Data Relationships



Definitions:
response variable -  measures an outcome or result of a study (y-axis)
explanatory variable -  variable that may cause changes in response variables (x-axis)

A scatterplot describes datapoints relating two variables. (see p. 224)

We look for:

-    overall pattern
-    form
-    direction
-    strength of relationship
-    deviations, in particular
-    outliers
Two variables are positively correlated if they grow bigger together.
They are negatively correlated if, as one grows, the other declines.

examples:

height - weight
weight of vehicle - gas mileage
length of name - head circumference
height above sea level - temperature

A regression line - line that describes how variable y changes as variable x changes.
(Can you draw an approximation line through the data points in the scatter plot? How good an approximation is it?)
see p. 227

line equation:  y =  ax + b,
                        where a = slope,
                        b =  y-intercept

The correlation r is a number between -1 and 1:

r > 0     positively correlated
r < 0    negatively correlated
|r| close to 1    strongly correlated, i.e. points lie close to a line or on it.
|r| close to 0    weakly correlated, i.e. points lie scattered, line not very discernible
r = 0    no straight line relationship

Computing r:
Given data points (x1, y1),   , (xn, yn), means mx , my  and standard deviations sx , sy.
Then

r  = 1/(n-1) [(x1 - mx)(y1 - my)/sxsy  +  ... + (xn - mx)(yn - my)/sxsy]

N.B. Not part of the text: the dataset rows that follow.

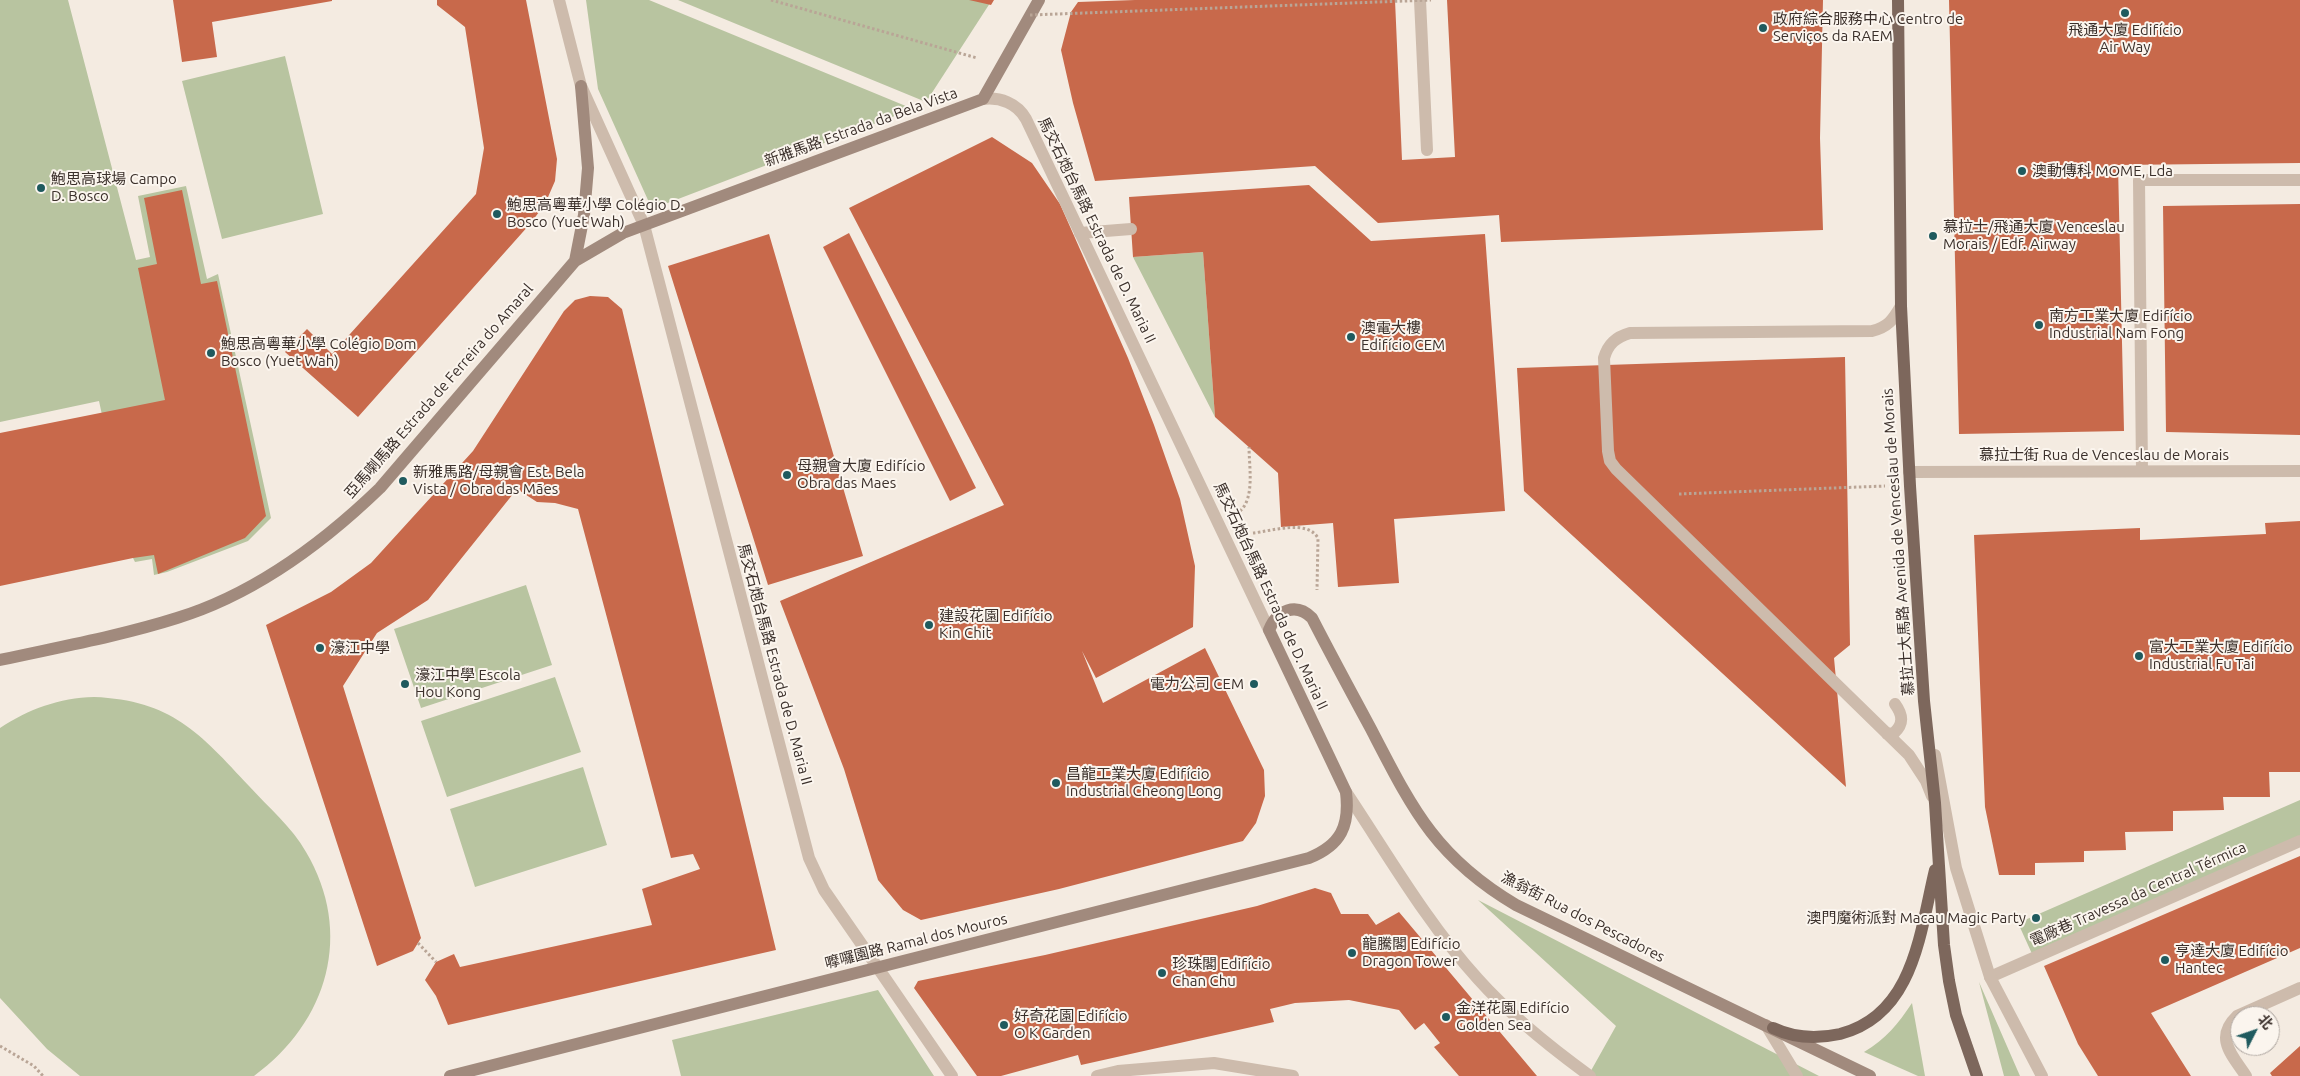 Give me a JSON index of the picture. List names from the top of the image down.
{
  "streets": {
    "main road": [
      "新雅馬路 Estrada da Bela Vista",
      "馬交石炮台馬路 Estrada de D. Maria II",
      "亞馬喇馬路 Estrada de Ferreira do Amaral",
      "慕拉士大馬路 Avenida de Venceslau de Morais",
      "漁翁街 Rua dos Pescadores",
      "嚤囉園路 Ramal dos Mouros"
    ],
    "street": ["慕拉士街 Rua de Venceslau de Morais", "電廠巷 Travessa da Central Térmica"]
  },
  "crossings": [
    ["新雅馬路 Estrada da Bela Vista", "馬交石炮台馬路 Estrada de D. Maria II"],
    ["新雅馬路 Estrada da Bela Vista", "亞馬喇馬路 Estrada de Ferreira do Amaral"],
    ["馬交石炮台馬路 Estrada de D. Maria II", "亞馬喇馬路 Estrada de Ferreira do Amaral"],
    ["馬交石炮台馬路 Estrada de D. Maria II", "漁翁街 Rua dos Pescadores"],
    ["馬交石炮台馬路 Estrada de D. Maria II", "嚤囉園路 Ramal dos Mouros"],
    ["慕拉士街 Rua de Venceslau de Morais", "慕拉士大馬路 Avenida de Venceslau de Morais"]
  ],
  "places": [
    "飛通大廈 Edifício Air Way",
    "政府綜合服務中心 Centro de Serviços da RAEM",
    "澳動傳科 MOME, Lda",
    "鮑思高球場 Campo D. Bosco",
    "鮑思高粵華小學 Colégio D. Bosco (Yuet Wah)",
    "慕拉士/飛通大廈 Venceslau Morais / Edf. Airway",
    "南方工業大廈 Edifício Industrial Nam Fong",
    "澳電大樓 Edifício CEM",
    "鮑思高粵華小學 Colégio Dom Bosco (Yuet Wah)",
    "母親會大廈 Edifício Obra das Maes",
    "新雅馬路/母親會 Est. Bela Vista / Obra das Mães",
    "建設花園 Edifício Kin Chit",
    "濠江中學",
    "富大工業大廈 Edifício Industrial Fu Tai",
    "濠江中學 Escola Hou Kong",
    "電力公司 CEM",
    "昌龍工業大廈 Edifício Industrial Cheong Long",
    "澳門魔術派對 Macau Magic Party",
    "龍騰閣 Edifício Dragon Tower",
    "亨達大廈 Edifício Hantec",
    "珍珠閣 Edifício Chan Chu",
    "金洋花園 Edifício Golden Sea",
    "好奇花園 Edifício O K Garden"
  ],
  "north": "top right"
}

the least squares regression line: y =  ax + b,

where a = r * (sy / sx)
  • and  b = my - a mx
  • Archeopterix example:
     
    Femur length x 38 56 59 64 74
    Humerus length y 41 63 70 72 84
    Outliers and Correlation/Regression:
     
    x 1 1 4 5 6 7 8 9
    y 1 3 1 4 2 3 1 2

    compute the correlation

    a)         add an outlier (x,y) = (30,40) as a data value to the above list

  •           compute the correlation,
  • b)         add instead the outlier (x,y) = (30, - 40) as a data value to the above list
  •           compute the correlation,

  • Correlation does not imply causation.
    Examples:

    ice cream parlor next to public pool does a business in summer:
    underlying cause: heat in summer causes both crowds at the pool and the icecream parlor.

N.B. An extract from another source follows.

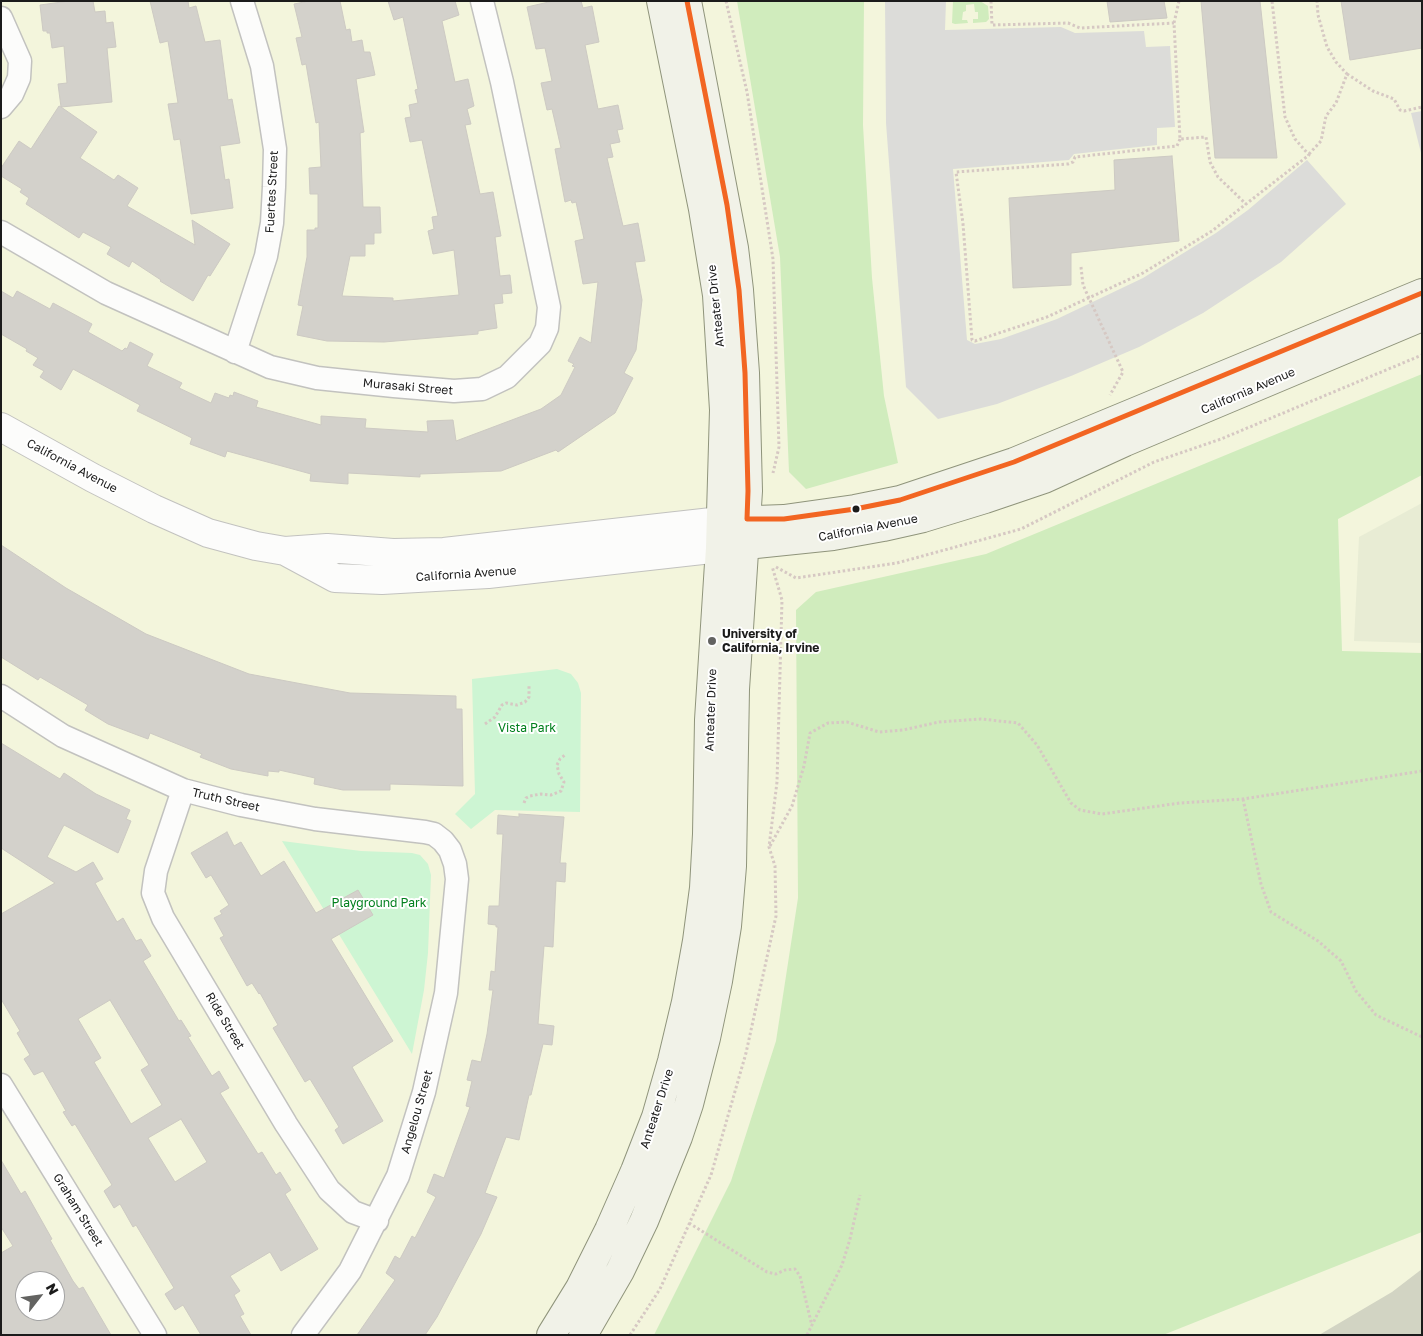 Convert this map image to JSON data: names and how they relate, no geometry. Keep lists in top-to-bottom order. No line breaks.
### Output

    child is ill with fever and a bad cough. Treatment with Tylenol doesn't work.
    Obviously, fever and cough are related. Fever is the bodies reaction to fight a disease whose other symptom is cough.
    One such disease is pneumonia, the underlying cause.
    So it's not enough to treat the symptoms, one has to treat the disease.

    In the law:
    possible cause is indicated by a correlation, which leads to investigation
    probable cause is given, when the correlation involves cause, which is needed for a warrant or a wiretap
    cause beyond reasonable doubt: found a physical model explaining the situation. Usual standard for conviction.